Um dia de Glória


Muitos sabem que nossa querida amiga professora Glória Reis, além de trabalhar voluntariamente pela educação, também criou e edita o Jornal Recomeço, que dá voz aos presos da cadeia de Leopoldina, onde mora.

Durante quatro anos, Glória sofreu um processo absolutamente kafkiano por parte de um juiz da cidade, que se sentiu ofendido por suas críticas às condições desumanas da cadeia. (Aliás, quem assistiu o Programa do Jô de hoje ouviu, de um VERDADEIRO JUIZ, que as condições prisionais no Brasil são piores do que no Congo.)
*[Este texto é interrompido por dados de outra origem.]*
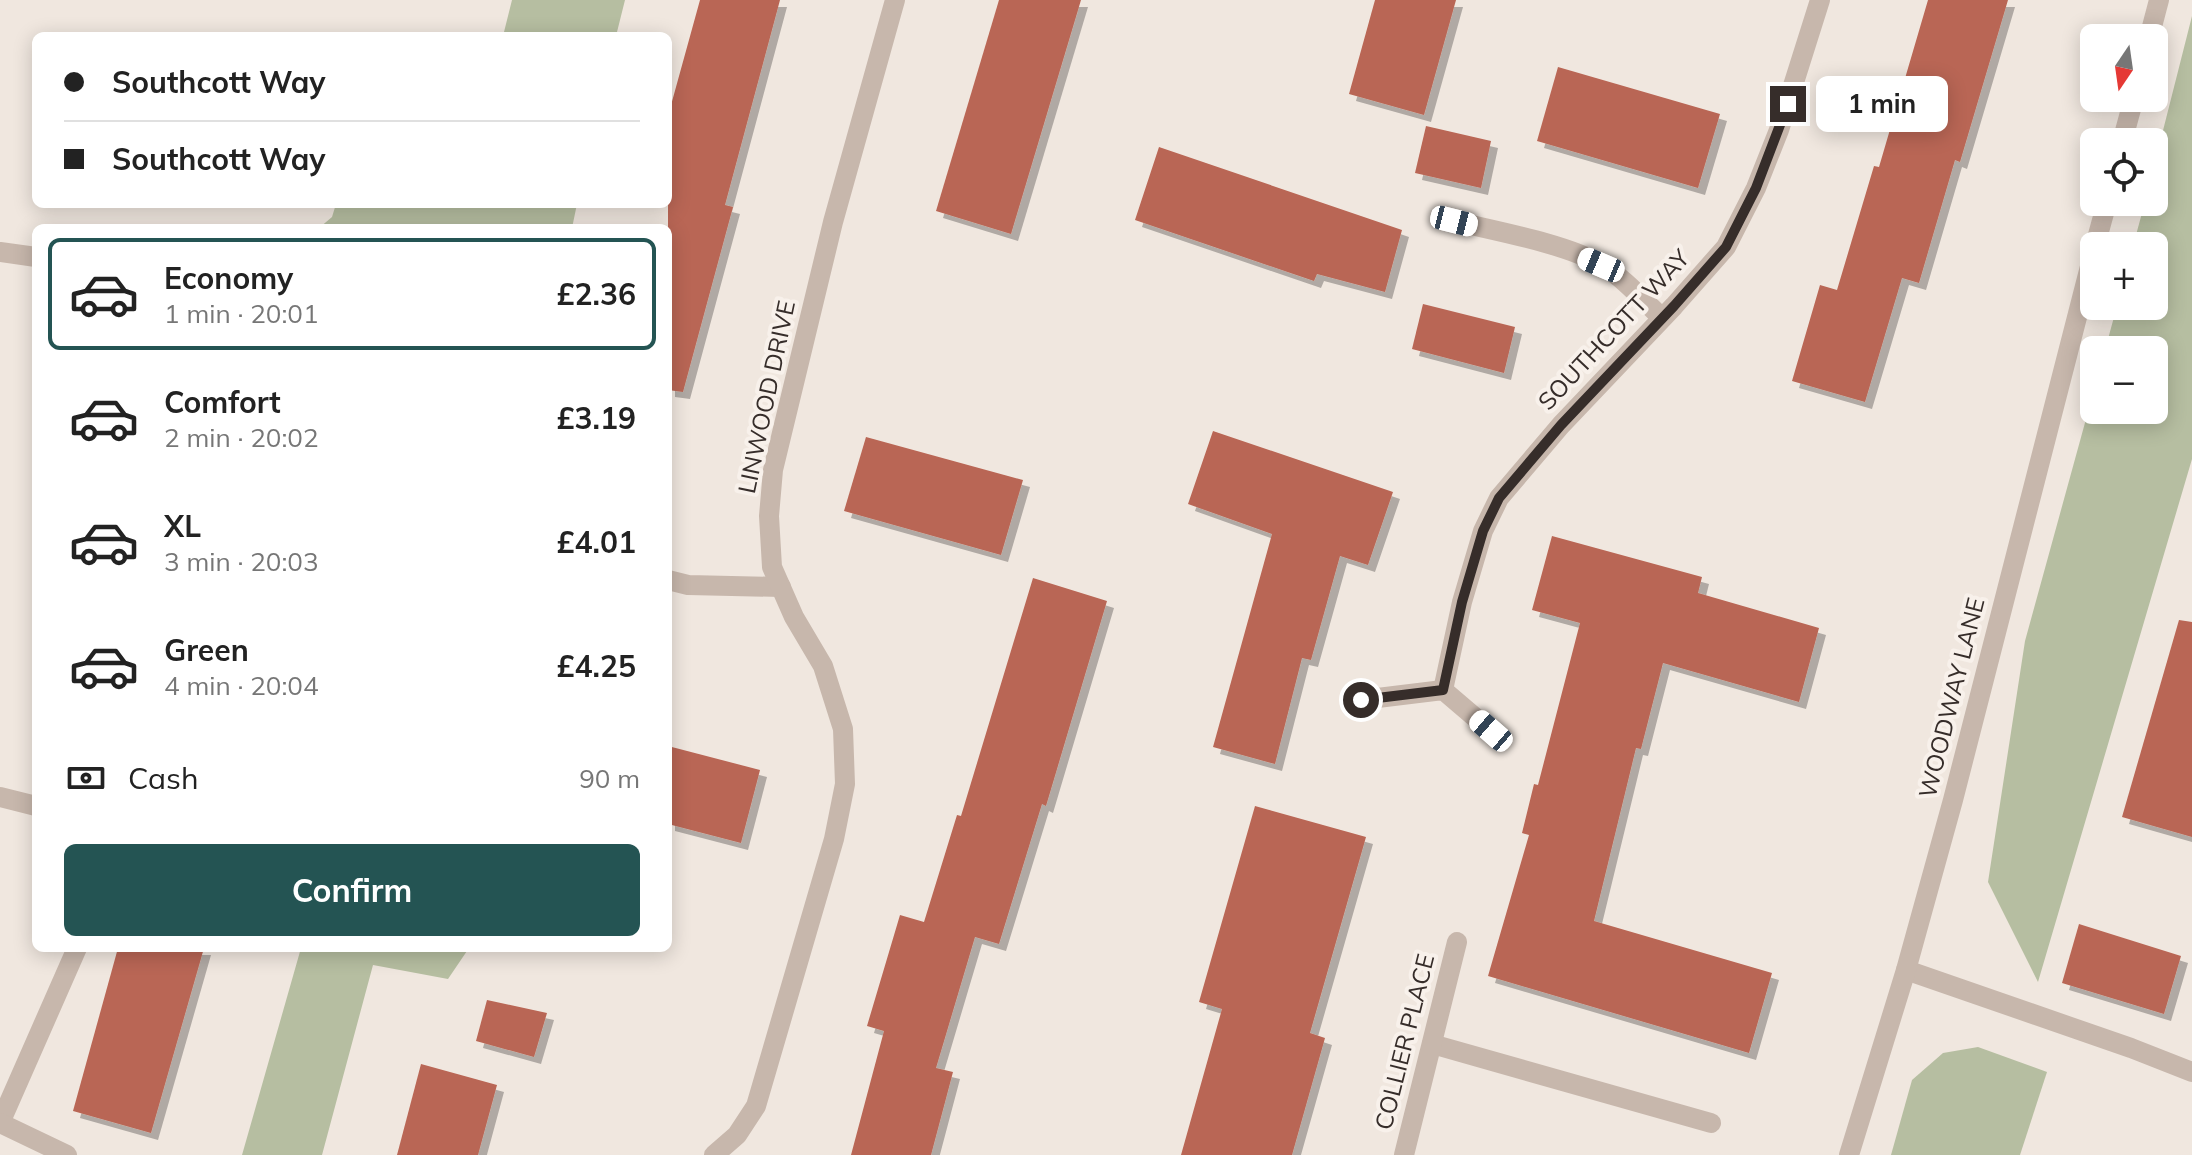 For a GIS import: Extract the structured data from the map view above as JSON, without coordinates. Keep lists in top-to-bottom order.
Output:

A boa notícia é que o processo da Glória foi finalmente extinto, o que porém só ocorreu após o caso ter sido divulgado na grande mídia e fora do país. Coisas do Brasil! A única certeza é que, sem essa divulgação, e se a Glória não fosse a pessoa corajosa e firme que é, sua condenação final seria certeira. São pessoas como ela que, às duras penas e com o próprio sofrimento, mudam aos poucos a cara deste país.

Mas a maior contribuição da professora Glória para a sociedade brasileira é o livro Escola, Instituição da Tortura, que deveria estar na cabeceira de todas as "autoridades" educacionais e dos secretários virtuais da educação que não ligam a mínima pelo pedagocídio sofrido por nossa infância e juventude nas escolas públicas brasileiras.
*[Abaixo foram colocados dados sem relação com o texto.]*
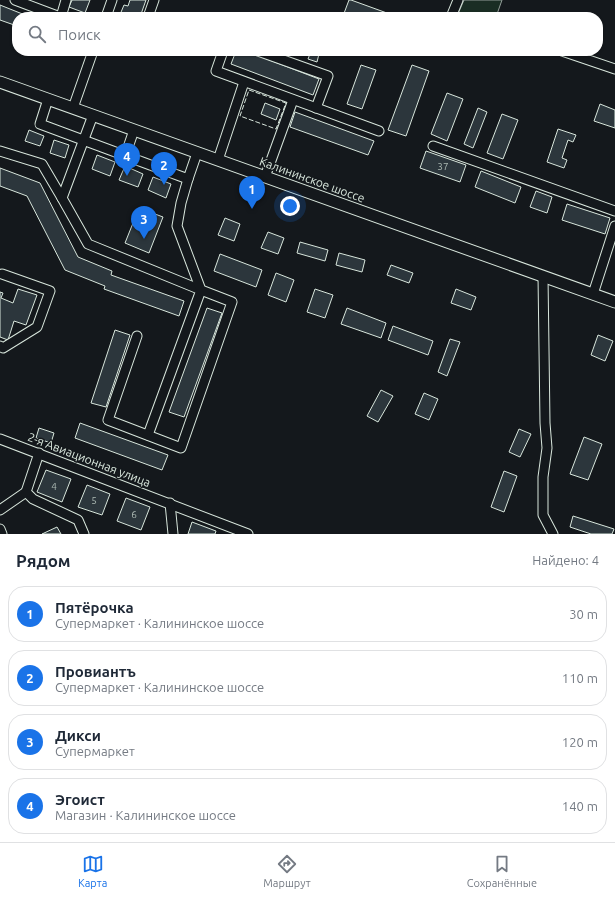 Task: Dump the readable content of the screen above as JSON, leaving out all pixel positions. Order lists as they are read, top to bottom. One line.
{"streets":{"main road":["Калининское шоссе"],"street":["2-я Авиационная улица"]},"house_numbers":["37","4","5","6"],"page":{"search":"Поиск","pins":["4","2","1","3"],"heading":["Рядом","Найдено: 4"],"list":[{"mark":"1","name":"Пятёрочка","note":"Супермаркет · Калининское шоссе","value":"30 m"},{"mark":"2","name":"Провиантъ","note":"Супермаркет · Калининское шоссе","value":"110 m"},{"mark":"3","name":"Дикси","note":"Супермаркет","value":"120 m"},{"mark":"4","name":"Эгоист","note":"Магазин · Калининское шоссе","value":"140 m"}],"nav":["Карта","Маршрут","Сохранённые"]}}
Leia a seguir o depoimento da própria Glória sobre a extinção de seu processo.

Em 17 de janeiro de 2008, a juíza de Direito do Estado de Minas Gerais,Tânia Maria Elias Chaim, proferiu sentença me condenando a quatro meses de prisão e multa por "difamar" o juiz José Alfredo Junger de Souza Vieira, em editorial no jornal Recomeço, dia 06/08/05. Acontece que o editorial não tem o nome do juiz que me acusou e o "crime" foi um dever de cidadão: denunciar as condições desumanas da cadeia local. Ou seja, não havia vítima, nem crime.

Está claro que um juiz, um promotor e uma juíza se uniram, usando do poder de seus cargos, para me condenar à prisão, sem que o Judiciário e o Ministério Público, enquanto órgãos da justiça, movessem uma palha para coibir o abuso de poder de seus pares.

Recebida a sentença, escrevi ao corregedor do TJMG, clamando por correção, não da sentença, é óbvio, mas do abuso de poder, do corporativismo e da incivilidade de seus juízes. Pois mesmo diante da minha carta, relatando as irregularidades no processo e o abuso de autoridade dos juízes em questão, recebi como resposta uma peça "primorosa" do Corregedor Desembargador José Francisco Bueno, "dando total cobertura" à conduta dos juízes a quem cabia investigar e corrigir para melhoria da justiça. " Não há nenhuma possibilidade de absolvição, embora eu nem tenha lido o processo", disse a juíza na audiência.
Seria engraçada se não fosse trágica essa parte em que o corregedor diz que a fala da juíza na última audiência, dizendo que eu já estava condenada antes mesmo de ler o processo, foi para me esclarecer sobre a eventual aceitação de uma transação penal ou de uma suspensão do processo (pág.3). Na justiça, é com ameaças que as pessoas são esclarecidas?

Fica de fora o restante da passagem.